Finding out what the customer wants and then working toward that goal is paying off for Texas wheat producers, according to a Texas AgriLife Research wheat breeder.
That was the message heard on a recent visit to Coast Rica, Guatemala and Mexico by Dr. Jackie Rudd, AgriLife Research associate professor in charge of the wheat breeding and genetics program for the Panhandle.
Rudd and fellow AgriLife Research wheat breeder, Dr. Amir Ibrahim of College Station, were part of a team organized by U.S. Wheat Associates to visit import customers.
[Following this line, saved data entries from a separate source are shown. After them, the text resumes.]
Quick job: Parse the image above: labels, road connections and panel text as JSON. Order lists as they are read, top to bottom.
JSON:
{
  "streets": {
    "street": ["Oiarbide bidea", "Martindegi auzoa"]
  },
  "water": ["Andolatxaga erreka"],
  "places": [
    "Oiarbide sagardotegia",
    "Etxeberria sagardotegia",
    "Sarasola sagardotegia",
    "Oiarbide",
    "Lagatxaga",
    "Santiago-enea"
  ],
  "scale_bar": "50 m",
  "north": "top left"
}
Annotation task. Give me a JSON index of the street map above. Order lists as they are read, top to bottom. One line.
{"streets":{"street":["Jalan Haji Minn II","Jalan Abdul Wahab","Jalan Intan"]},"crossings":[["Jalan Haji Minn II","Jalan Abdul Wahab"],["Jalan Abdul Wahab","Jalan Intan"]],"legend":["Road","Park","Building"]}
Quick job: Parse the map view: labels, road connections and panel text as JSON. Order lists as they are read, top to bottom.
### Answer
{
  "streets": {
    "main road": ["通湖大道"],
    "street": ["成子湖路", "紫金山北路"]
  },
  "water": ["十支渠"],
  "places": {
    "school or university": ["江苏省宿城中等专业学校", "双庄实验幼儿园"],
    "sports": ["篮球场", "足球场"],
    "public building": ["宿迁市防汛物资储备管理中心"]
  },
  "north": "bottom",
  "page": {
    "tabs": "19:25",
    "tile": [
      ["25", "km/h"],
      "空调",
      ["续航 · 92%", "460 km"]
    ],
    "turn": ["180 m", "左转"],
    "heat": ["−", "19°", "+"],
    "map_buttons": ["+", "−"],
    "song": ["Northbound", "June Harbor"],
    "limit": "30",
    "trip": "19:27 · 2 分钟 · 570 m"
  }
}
The team's purpose was to ask customers what they liked and disliked about U.S. wheat.
U.S. Wheat Associates is a national organization responsible for export market development and is funded by wheat producers in various states including Texas.
A similar group went to these same countries in 2001 and listened to what the millers and bakers had to say, Rudd said.
“This trip, the millers specifically commented on how much improvement they’ve seen since the last trip in hard red winter wheat,” he said.
The difference has been the breeding of new varieties which offer stronger gluten characteristics for baking purposes and higher test weights to meet the milling needs, Rudd said.
“As researchers, these trips are important to help us define the end-use quality targets for the Texas AgriLife Research Wheat Breeding Program,” Rudd said.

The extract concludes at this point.